How to complete this task:
Should pictures appear among the records, leave them out, and copy exactly only the lines from the first through the one with "width:25px; border:1px solid", inclusive.

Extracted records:

Segment Open

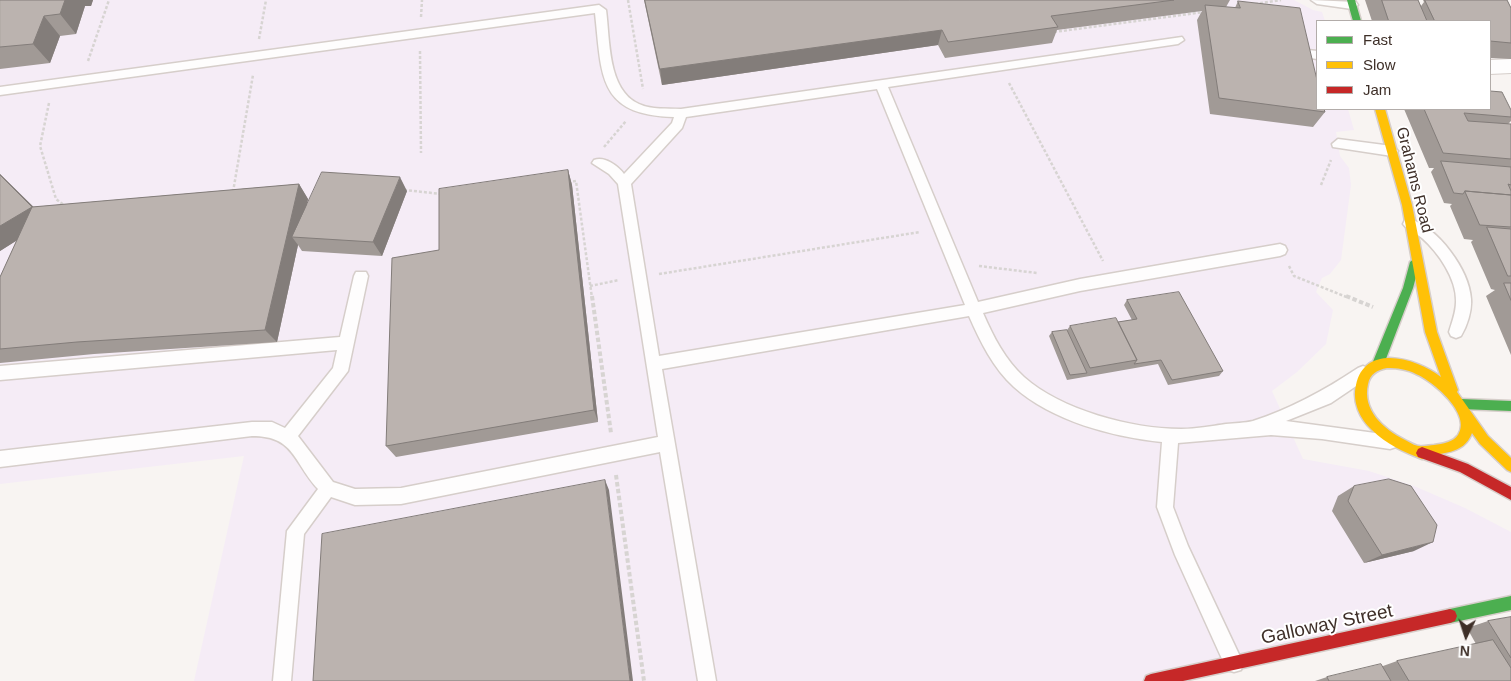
<!DOCTYPE html>
<html>
<head>
<meta charset="utf-8">
<style>
  body { margin:0 }
  #map { position:relative; width:1511px; height:681px; overflow:hidden; background:#f8f4f2; font-family:Arial,sans-serif }
  canvas { display:block }
  .legend { position:absolute; left:1316px; top:20px; width:175px; height:90px; box-sizing:border-box; background:#fff; border:1px solid #b2aca9; margin:0; padding:6px 9px; list-style:none; font-size:15px; color:#3e2f28 }
  .legend li { display:flex; align-items:center; gap:10px; height:25px }
  .legend b { width:25px; border:1px solid #b2aca9 }
  .north { position:absolute; left:1441px; top:611px; width:50px; height:50px; -webkit-text-stroke:4px #fff; paint-order:stroke; rotate:184deg; font-size:14px; font-weight:700; line-height:20px; text-align:center; color:#3e2f28 }
  .north::after { content:''; display:block; margin:auto; width:18px; height:22px; background:#3e2f28; clip-path:polygon(50% 0,100% 100%,50% 72%,0 100%) }
</style>
</head>
<body>
<div id="map">
<canvas width="1511" height="681"></canvas>
<ul class="legend">
<li><b style="height:6px;background:#4caf50"></b>Fast</li>
<li><b style="height:6px;background:#ffc107"></b>Slow</li>
<li><b style="height:6px;background:#c62828"></b>Jam</li>
</ul>
<div class="north">N</div>
</div>
<script>
const g = document.querySelector('canvas').getContext('2d');
g.lineJoin = 'round';
function paint(path, color) { g.fillStyle = color; g.fill(path, 'evenodd'); }
function stroke(path, color, width, dash) { g.strokeStyle = color; g.lineWidth = width; g.lineCap = dash ? 'butt' : 'round'; g.setLineDash(dash || []); g.stroke(path); }
function drawText(font, color, halo, rows, align = 'center') {
  g.font = font + ' Arial,sans-serif'; g.lineWidth = 4; g.setLineDash([]); g.textBaseline = 'middle'; g.strokeStyle = halo; g.fillStyle = color; for (const [text, x, y, turn = 0] of rows) {
    g.save(); g.translate(x, y); g.rotate((+turn || 0) * Math.PI / 180); g.textAlign = isNaN(turn) ? turn : align; if (halo) g.strokeText(text, 0, 0); g.fillText(text, 0, 0); g.restore();
  }
}
paint(new Path2D(`
  M0 0H1294L1313 10 1322 12 1325 21H1317V109H1348L1354 130 1336 132 1340 156 1349 168 1351 185 1341 260 1330 274 1322 278 1316 292 1333 310 1326 344 1297 372 1272 391 1303 459 1369 471 1414 486 1465 508 1511 532V603L1151 681H194L244 456 0 484Z`), '#f5ecf6');
const lane = new Path2D(`
  M1311 0 1356 2 1358 5 1352 9 1317 4Z
  M599 5 606 10C610 39 607 90 639 104 652 110 667 108 681 109L1182 37 1184 40 1178 44 888 87 978 302 1080 279 1280 244 1285 246 1287 250 1285 254 1280 256 1080 291 983 313C993 336 1005 360 1024 377 1061 410 1132 429 1181 429 1196 429 1211 426 1226 424 1234 423 1245 423 1253 421 1290 409 1325 390 1358 368L1363 366 1368 368 1371 373 1368 378 1331 403 1286 421 1390 435 1396 437 1398 442 1396 447 1390 449 1322 439 1271 435 1178 443 1173 507 1188 546 1243 663 1241 670 1234 672 1227 670 1175 555 1157 507 1162 442C1113 437 1052 421 1014 387 993 368 980 341 969 316L662 369 716 681H698L660 452 401 504 355 505 331 497 304 534 291 681H273L287 531 318 489C293 462 295 436 252 436L0 467V451L252 422H272L285 428 333 368 337 350 0 380V366L340 337 354 276 356 272H366L368 276 348 371 298 436 333 482 355 489 401 488 658 437 618 184 609 174 592 163 594 160C605 156 618 166 624 174L672 123 674 117C597 115 602 75 595 13L0 95V87ZM877 89 965 305 659 356 631 184 682 128 686 117Z
  M1308 50 1317 51V59L1304 57 1302 54Z
  M1338 139 1392 146 1398 151 1392 156 1333 147 1332 144Z
  M1410 219C1438 228 1469 269 1471 299 1472 311 1467 326 1461 336L1456 338 1451 336 1449 332C1452 322 1456 312 1456 302 1457 279 1438 252 1422 238 1416 233 1407 230 1403 224L1405 220Z`);
const street = new Path2D(`
  M1511 59V73L1490 74V60Z`);
const fast = new Path2D(`
  M1347 0H1355L1361 21H1353Z
  M1415 258 1420 262 1413 288 1384 364 1382 367 1378 369 1374 367 1372 364 1403 288 1410 262Z
  M1461 399 1511 401V411L1461 409 1457 408 1455 404 1457 400Z
  M1511 596V610L1450 623 1445 621 1443 616 1445 611 1450 609Z`);
const slow = new Path2D(`
  M1375 109H1385L1412 205 1437 332 1458 390 1457 392 1488 436 1511 458V472L1507 470 1480 444 1472 433C1463 456 1441 451 1422 459 1404 452 1386 444 1372 430 1360 419 1352 402 1356 385 1365 343 1416 358 1441 377L1425 332 1402 205ZM1387 368C1397 368 1407 369 1416 374 1433 381 1472 414 1458 435 1453 442 1443 444 1434 445 1430 445 1423 447 1419 446 1415 446 1409 442 1405 440 1383 429 1362 410 1368 384 1370 374 1377 370 1387 368Z`);
const jam = new Path2D(`
  M1422 447 1468 464 1511 487V500L1460 472 1418 457 1416 453 1418 449Z
  M1450 609 1455 611 1457 616 1455 621 1450 623 1183 681H1144L1146 676 1151 674Z`);
stroke(lane, '#d6ceca', 3);
stroke(street, '#d6ceca', 2);
stroke(fast, '#d6ceca', 3);
stroke(slow, '#d6ceca', 3);
stroke(jam, '#d6ceca', 3);
stroke(new Path2D(`
  M628 0 643 89
  M1255 4 1281 0
  M421 17 422 0
  M1054 32 1204 12
  M259 39 266 0
  M420 51 421 153
  M88 61 109 0
  M1009 83 1103 261
  M49 103 40 146 56 199 65 206
  M604 147 626 121
  M568 182 576 181 592 298
  M1321 185 1331 160
  M404 190 442 194
  M233 192 253 75
  M979 266 1037 273
  M1289 266 1294 276 1349 298
  M659 274 920 232
  M590 286 619 280`), '#d7d4d2', 2.5, [3, 2]);
stroke(new Path2D(`
  M592 296 611 433
  M1346 296 1373 307
  M616 475 644 681`), '#d7d4d2', 4, [4.5, 2.5]);
paint(lane, '#fefdfd');
paint(street, '#fefdfd');
paint(fast, '#4caf50');
paint(slow, '#ffc107');
paint(jam, '#c62828');
paint(new Path2D(`
  M0 0H93L91 6H85L76 34 60 36 50 63 0 69Z
  M644 0H1230L1226 7 1235 8 1238 1 1325 112 1313 127 1210 114 1197 20 1202 11 1057 30 1052 43 945 58 938 45 662 85Z
  M1365 0H1418L1421 6 1424 2 1423 0H1507L1511 8V59L1490 58V21H1372Z
  M1404 109H1490L1511 110V121L1508 124H1511V355L1486 296 1495 290 1491 289 1471 242 1473 240 1464 239 1450 206 1452 204 1444 203 1431 172 1434 168H1429Z
  M568 170 572 185 598 422 396 457 386 446 439 250Z
  M0 174 33 207 299 184 308 199 307 204 407 191 382 256 302 251 298 245 277 342 94 354 0 363V277L17 240 0 251Z
  M1127 300 1223 371 1219 376 1168 385 1158 364 1067 380 1049 336 1052 332 1067 330 1070 326 1118 322 1132 320 1124 305Z
  M1354 486 1414 551 1364 563 1332 511 1338 496Z
  M1511 617V681H1315L1327 677 1383 666 1397 661 1476 644 1467 628 1488 621Z`), '#a19a96');
paint(new Path2D(`
  M65 0H93L91 6H85L76 34 60 14Z
  M44 16 60 36 50 63 33 44Z
  M942 30 938 45 662 85 660 69Z
  M568 170 572 185 598 422 594 410Z
  M0 174 48 221 32 207 0 191Z
  M400 177 407 191 382 256 373 242Z
  M299 184 308 199 300 237H292L298 245 277 342 265 330Z
  M32 207 48 221 0 251V226Z
  M605 480 609 490 633 681H630Z
  M1433 542 1414 551 1364 563 1382 555Z`), '#837d7a');
const building = new Path2D(`
  M0 0H65L60 14 44 16 33 44 0 47Z
  M645 0H1174L1051 16 1058 27 948 42 942 30 660 69Z
  M1382 0H1418L1427 21H1389Z
  M1425 0H1507L1511 8V43L1490 41V21H1435Z
  M1238 1 1300 8 1317 80V109H1324L1325 112 1219 98 1205 5 1240 8Z
  M1490 91 1502 92 1511 110V117L1464 113 1468 121 1511 124V159L1443 153 1424 109H1490Z
  M1441 161 1511 167V185L1508 184 1511 191V195L1465 191 1463 194 1454 193Z
  M568 170 594 410 386 446 392 258 439 250V189Z
  M322 172 400 177 373 242 292 237Z
  M0 175 32 207 299 184 265 330 77 342 0 349V277L32 207 0 226Z
  M1465 191 1511 195V227L1480 225Z
  M1487 227 1511 229V276H1508Z
  M1504 283H1511V300Z
  M1179 292 1223 371 1172 380 1161 360 1134 364 1137 360 1118 322 1137 319 1127 300Z
  M1116 318 1137 360 1090 368 1070 326Z
  M1067 330 1087 373 1070 375 1052 332Z
  M1389 479 1411 486 1437 525 1433 542 1382 555 1348 501 1354 486Z
  M605 480 630 681H313L322 534Z
  M1511 617V658L1488 621Z
  M1493 640 1511 668V681H1409L1397 661Z
  M1381 664 1391 681H1329L1327 677Z`);
paint(building, '#bbb3af');
stroke(building, '#837d7a', 1);
drawText('16px', '#3e2f28', '#fff', [
  ["Grahams Road",1414,180,76]
]);
drawText('19px', '#3e2f28', '#fff', [
  ["Galloway Street",1327,625,-12]
]);
</script>
</body>
</html>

Segment Closed

Task response:
<!DOCTYPE html>
<html>
<head>
<meta charset="utf-8">
<style>
  body { margin:0 }
  #map { position:relative; width:1511px; height:681px; overflow:hidden; background:#f8f4f2; font-family:Arial,sans-serif }
  canvas { display:block }
  .legend { position:absolute; left:1316px; top:20px; width:175px; height:90px; box-sizing:border-box; background:#fff; border:1px solid #b2aca9; margin:0; padding:6px 9px; list-style:none; font-size:15px; color:#3e2f28 }
  .legend li { display:flex; align-items:center; gap:10px; height:25px }
  .legend b { width:25px; border:1px solid #b2aca9 }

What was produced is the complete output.